If anything, the diagnostic plots show a worse situation than they did before.

Why does DHARMa indicate non-normality of my models' residual's distributions even if I generated my data to be gaussian? If the problem isn't with the sample size or with DHARMa, perhaps I simulated my data incorrectly, but that doesn't seem to be the case either.

Solution

Disclaimer: I'm the developer of DHARMa.

First of all, for DHARMa-specific questions, please also consider using our issue tracker https://github.com/florianhartig/DHARMa/issues

Second, regarding your question / results: when you simulate with difference SDs for the REs, you violate the assumptions of the mixed models, which assumes REs come from a normal distribution with a common standard deviation. EDIT: plus, it seems to me you are drawing the random intercepts from a uniform distribution, whereas a standard mixed model assumes normal.

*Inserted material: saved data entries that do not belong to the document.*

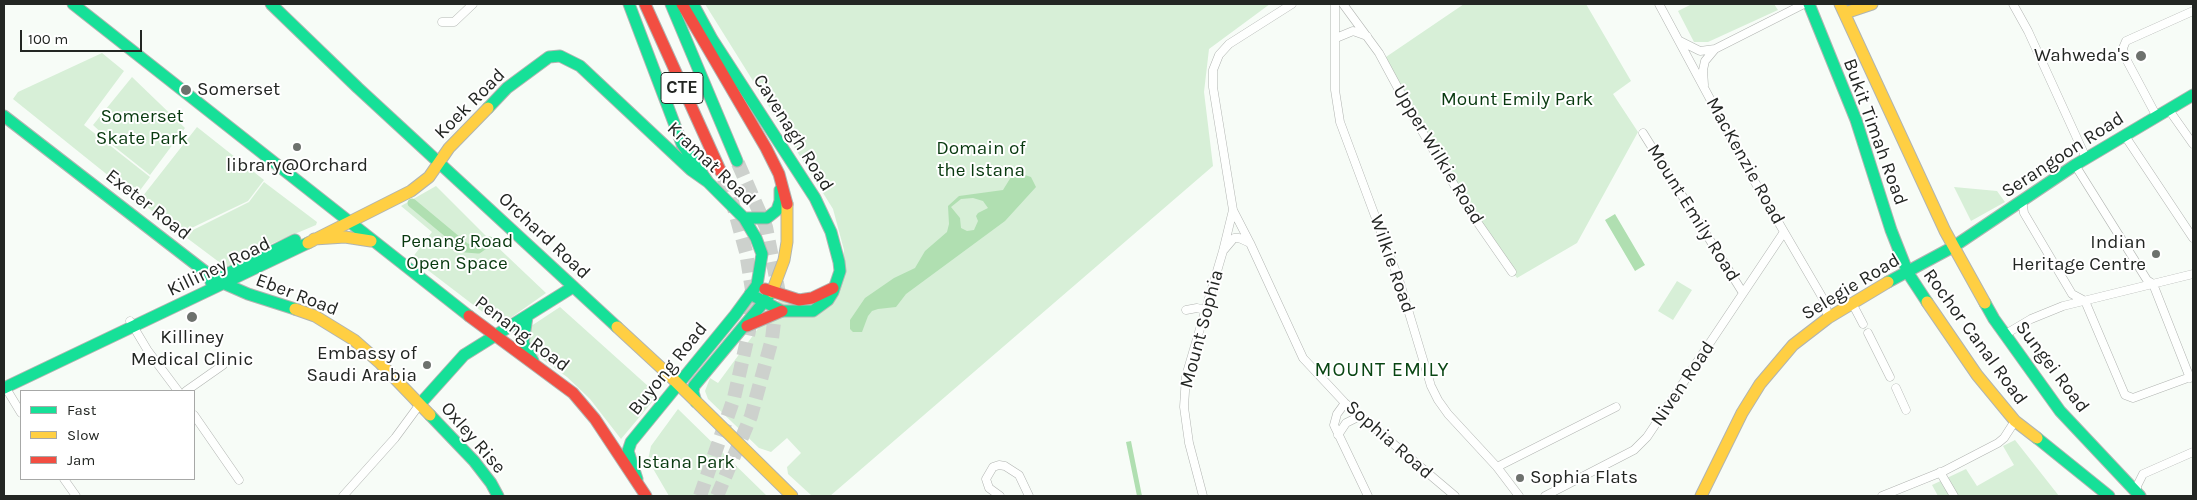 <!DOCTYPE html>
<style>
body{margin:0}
#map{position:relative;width:2197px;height:500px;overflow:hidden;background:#f7fcf7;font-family:Karla,sans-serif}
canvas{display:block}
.frame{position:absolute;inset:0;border:5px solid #232623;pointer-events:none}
.legend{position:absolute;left:20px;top:390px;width:175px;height:90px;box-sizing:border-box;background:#fff;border:1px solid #a7a8a7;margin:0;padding:6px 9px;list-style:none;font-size:15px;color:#232623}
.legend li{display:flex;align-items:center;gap:10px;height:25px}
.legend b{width:25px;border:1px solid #a7a8a7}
.scale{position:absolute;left:20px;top:30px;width:122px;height:22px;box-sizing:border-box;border:2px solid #232623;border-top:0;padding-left:6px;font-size:15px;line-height:18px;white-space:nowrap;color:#232623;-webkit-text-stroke:4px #fff;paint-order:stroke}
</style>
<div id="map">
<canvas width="2197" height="500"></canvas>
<div class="frame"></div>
<ul class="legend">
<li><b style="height:6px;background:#16e098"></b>Fast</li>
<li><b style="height:6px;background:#ffcf43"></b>Slow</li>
<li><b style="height:6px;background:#f24e42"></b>Jam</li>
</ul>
<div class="scale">100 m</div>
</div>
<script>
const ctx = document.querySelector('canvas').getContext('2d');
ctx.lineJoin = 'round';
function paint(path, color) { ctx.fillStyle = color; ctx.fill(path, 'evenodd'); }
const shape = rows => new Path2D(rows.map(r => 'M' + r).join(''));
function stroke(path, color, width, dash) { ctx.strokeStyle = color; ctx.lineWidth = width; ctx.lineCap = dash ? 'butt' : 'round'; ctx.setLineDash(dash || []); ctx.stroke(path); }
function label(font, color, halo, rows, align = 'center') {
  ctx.font = font + ' Karla,sans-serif'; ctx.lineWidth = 4; ctx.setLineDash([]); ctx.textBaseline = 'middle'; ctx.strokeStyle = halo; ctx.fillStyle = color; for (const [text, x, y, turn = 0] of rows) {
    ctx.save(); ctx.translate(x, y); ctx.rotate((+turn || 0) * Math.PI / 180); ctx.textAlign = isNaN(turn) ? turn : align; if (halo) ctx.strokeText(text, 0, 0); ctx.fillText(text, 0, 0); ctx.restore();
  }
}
const green = shape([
 [705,4,1270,4,1209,49,1204,92,1213,166,830,496,812,496,788,474,787,467,801,453,787,438,771,452,759,448,708,399,705,391,710,378,718,383,782,296,808,301,841,277,844,250,833,209],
 [1464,4,1586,4,1631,81,1613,94,1638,132,1577,243,1517,278,1478,222,1383,59],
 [1692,4,1774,4,1778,10,1708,42,1694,42,1678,11],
 [102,53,124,71,84,125,150,177,135,197,13,99,18,92],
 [132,77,185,128,150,175,106,140,107,138,93,125],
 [197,127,264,180,248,201,181,233,139,201],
 [264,182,317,222,316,225,233,260,232,265,227,268,183,235,249,202],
 [436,186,488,238,546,293,502,324,497,323,412,258,432,232,401,206],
 [1954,187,1997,191,2005,202,1971,221],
 [1677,281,1692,290,1673,320,1658,311],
 [560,307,658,395,621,439,590,399,567,377,513,338],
 [678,409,767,496,669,496,648,460,651,446],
 [2015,440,2059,496,1938,496,1932,485,1966,469,1977,486,2014,465,2003,446]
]);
const water = shape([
 [1022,174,1031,177,1036,187,1005,221,906,294,896,307,878,309,872,311,868,316,862,332,853,332,850,329,850,320,865,298,894,278,915,268,925,251,947,232,949,224,948,206,959,196,1003,190,1011,177],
 [973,198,983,201,988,208,978,213,976,216,978,221,974,230,967,231,961,228,960,218,951,207,961,199],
 [1615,214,1645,265,1635,271,1605,220],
 [1131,441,1142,496,1137,496,1126,442]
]);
const canal = shape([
 [412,203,466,248,478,249,489,241]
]);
const highwayTunnel = shape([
 [700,496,734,398,749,331,752,290,746,252,730,194,721,172],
 [717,496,751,416,772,339,778,288,766,227,737,161]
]);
const street = shape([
 [1335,4,1335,90,1340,122,1400,283,1431,386,1438,400,1448,414,1497,467,1519,496],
 [1343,4,1379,53,1413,116,1471,213,1512,272],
 [1659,4,1752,177,1825,302,1828,318],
 [2013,4,2028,31,2086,158],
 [442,22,454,22,473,4],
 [1336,38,1353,31,1367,36],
 [1680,41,1700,51,1715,49,1804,4],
 [1704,85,1703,70,1705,61,1715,49],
 [2169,110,2193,144],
 [2157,117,2125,57,2123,48,2126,41,2193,11],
 [1643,133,1743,293],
 [2125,136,2193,238],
 [2075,165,2147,280,2153,284,2190,378],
 [2023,206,2024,213,2072,294,2085,301],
 [1250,243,1233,210,1213,87,1213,70,1219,55,1229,44,1292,4],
 [1223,251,1234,238,1239,238,1250,243,1303,358,1345,403,1455,496],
 [2085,301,2125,395,2133,398,2193,376],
 [1852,303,1863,324],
 [1186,310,1197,308,1205,310],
 [130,321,148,351,178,391],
 [1868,333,1890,377],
 [2004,335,2031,319,2063,306,2193,274],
 [4,385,21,413],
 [1896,388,1906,410],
 [186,391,223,365],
 [1345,403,1337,414,1334,425,1368,496],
 [194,415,239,480],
 [1338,435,1346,423,1360,416],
 [1497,467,1616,407],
 [1940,472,1954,496],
 [64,479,76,496],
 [2137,493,2137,486,2143,474,2193,452],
 [343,496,395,438,420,404],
 [1000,496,989,488,986,479,993,467,999,465,1005,466,1019,475,1029,496],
 [1203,496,1189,443,1184,407,1186,376,1223,251,1233,210],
 [1545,496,1634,450,1647,437,1784,232],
 [1882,496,1944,471,1998,443,2004,438,2015,421]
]);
const fast = shape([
 [73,4,469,316],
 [271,4,358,88,617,327],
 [629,4,682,144,708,182],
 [671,4,737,161],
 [693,4,712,39,815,198,831,232,839,262,840,271,833,292,828,300,813,311,782,311,750,294],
 [1809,4,1856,120,1891,230,1908,273,1927,302],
 [488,108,507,88,549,57,560,56,580,66,691,170,708,182,744,218,756,238,762,254,757,285,735,315,631,442,628,451,637,479],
 [4,116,216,280,248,294,295,309],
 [744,218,767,218,777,210,780,201,780,190],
 [211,282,295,240],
 [1888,282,1953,247,2075,165,2193,95],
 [1985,303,1994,319,2060,411,2140,496],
 [527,317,523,343,533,361],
 [4,388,308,243],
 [696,402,693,392,694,386,768,297],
 [420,404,464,355,573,287],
 [430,415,474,461,491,483,498,496],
 [2037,438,2109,496]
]);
const slow = shape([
 [1840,4,1945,231,1985,303],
 [1845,13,1872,4],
 [314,239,345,237,371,241],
 [308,243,411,191,429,177,449,148,488,108],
 [772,292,784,260,787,242,787,204],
 [1927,302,1977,375,2015,421,2037,438],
 [295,309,315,316,354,340,379,362,430,415],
 [617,327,669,375,792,496],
 [1701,496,1742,413,1760,384,1793,345,1828,318,1888,282]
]);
const jam = shape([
 [645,4,721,172],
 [682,4,766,148,779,174,787,204],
 [765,289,799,300,812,298,833,288],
 [469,316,573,393,595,419,646,496],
 [747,326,782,311]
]);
const markers = [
 [2141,56,6,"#6d716d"],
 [186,90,6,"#6d716d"],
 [297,147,5,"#6d716d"],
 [2156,254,5,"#6d716d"],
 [192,317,6,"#6d716d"],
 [427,365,5,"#6d716d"],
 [1520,478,5,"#6d716d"]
];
const shields = [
 [682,88,42]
];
const shieldNames = [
 ["CTE",682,88]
];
const poiNames = [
 ["Wahweda's",2130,56],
 ["Somerset",197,90,"left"],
 ["library@Orchard",297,166,"center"],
 ["Indian",2146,243],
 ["Heritage Centre",2146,265],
 ["Killiney",192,338,"center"],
 ["Medical Clinic",192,360,"center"],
 ["Embassy of",417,354],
 ["Saudi Arabia",417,376],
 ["Sophia Flats",1530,478,"left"]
];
const parkNames = [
 ["Mount Emily Park",1517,100],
 ["Somerset",142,117],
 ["Skate Park",142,139],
 ["Domain of",981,149],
 ["the Istana",981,171],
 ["Penang Road",457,242],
 ["Open Space",457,264],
 ["Istana Park",686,463]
];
const streetNames = [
 ["Koek Road",470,104,-45],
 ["Bukit Timah Road",1875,132,70],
 ["Cavenagh Road",793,133,58],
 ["Upper Wilkie Road",1438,155,59],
 ["Serangoon Road",2063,155,-33],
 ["MacKenzie Road",1745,161,61],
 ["Kramat Road",711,164,43],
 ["Exeter Road",148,205,38],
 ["Mount Emily Road",1693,213,58],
 ["Orchard Road",544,236,43],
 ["Wilkie Road",1392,264,71],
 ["Killiney Road",219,267,-26],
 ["Selegie Road",1851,287,-31],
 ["Eber Road",297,295,21],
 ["Mount Sophia",1202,329,-75],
 ["Penang Road",522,334,37],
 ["Rochor Canal Road",1975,337,54],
 ["Sungei Road",2052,367,53],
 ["Buyong Road",668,369,-51],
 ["Niven Road",1683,384,-56],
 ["Oxley Rise",473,438,49],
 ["Sophia Road",1389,440,41]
];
const neighbourhoodNames = [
 ["MOUNT EMILY",1382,370]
];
paint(green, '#d7efd7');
paint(water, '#b0dfb1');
stroke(canal, '#b0dfb1', 9);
stroke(highwayTunnel, '#cdd1cd', 14, [14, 7]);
stroke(street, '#b1b4b1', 9);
stroke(fast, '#b1b4b1', 13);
stroke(slow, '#b1b4b1', 13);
stroke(jam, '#b1b4b1', 13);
stroke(street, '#fefffe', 8);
stroke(fast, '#16e098', 11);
stroke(slow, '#ffcf43', 11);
stroke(jam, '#f24e42', 11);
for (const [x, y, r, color] of markers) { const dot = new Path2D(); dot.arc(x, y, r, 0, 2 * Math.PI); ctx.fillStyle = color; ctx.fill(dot); stroke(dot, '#fff', 2); }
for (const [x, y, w] of shields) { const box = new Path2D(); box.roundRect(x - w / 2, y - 15.5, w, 31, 4); ctx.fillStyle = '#fff'; ctx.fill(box); stroke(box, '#232623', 1); }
label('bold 18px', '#232623', null, shieldNames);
label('19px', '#232623', '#fff', poiNames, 'right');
label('19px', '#08390f', '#fff', parkNames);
label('19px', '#232623', '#fff', streetNames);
ctx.letterSpacing = '1px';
label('20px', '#094613', '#fff', neighbourhoodNames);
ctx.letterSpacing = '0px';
</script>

Thus, I'm not sure: why are you concerned? I would say it's rather encouraging that this problem is highlighted by DHARMa. If your question is about the specific reason why this is highlighted - the DHARMa default is to re-simulate unconditionally, i.e. with REs. If you would switch to simulations conditional on the fitted REs, which corresponds closer to standard residual checkes, the problem would likely be less visible.

Finally, note that DHARMa has a function createData() that allows you to create data according to the assumptions of a mixed model.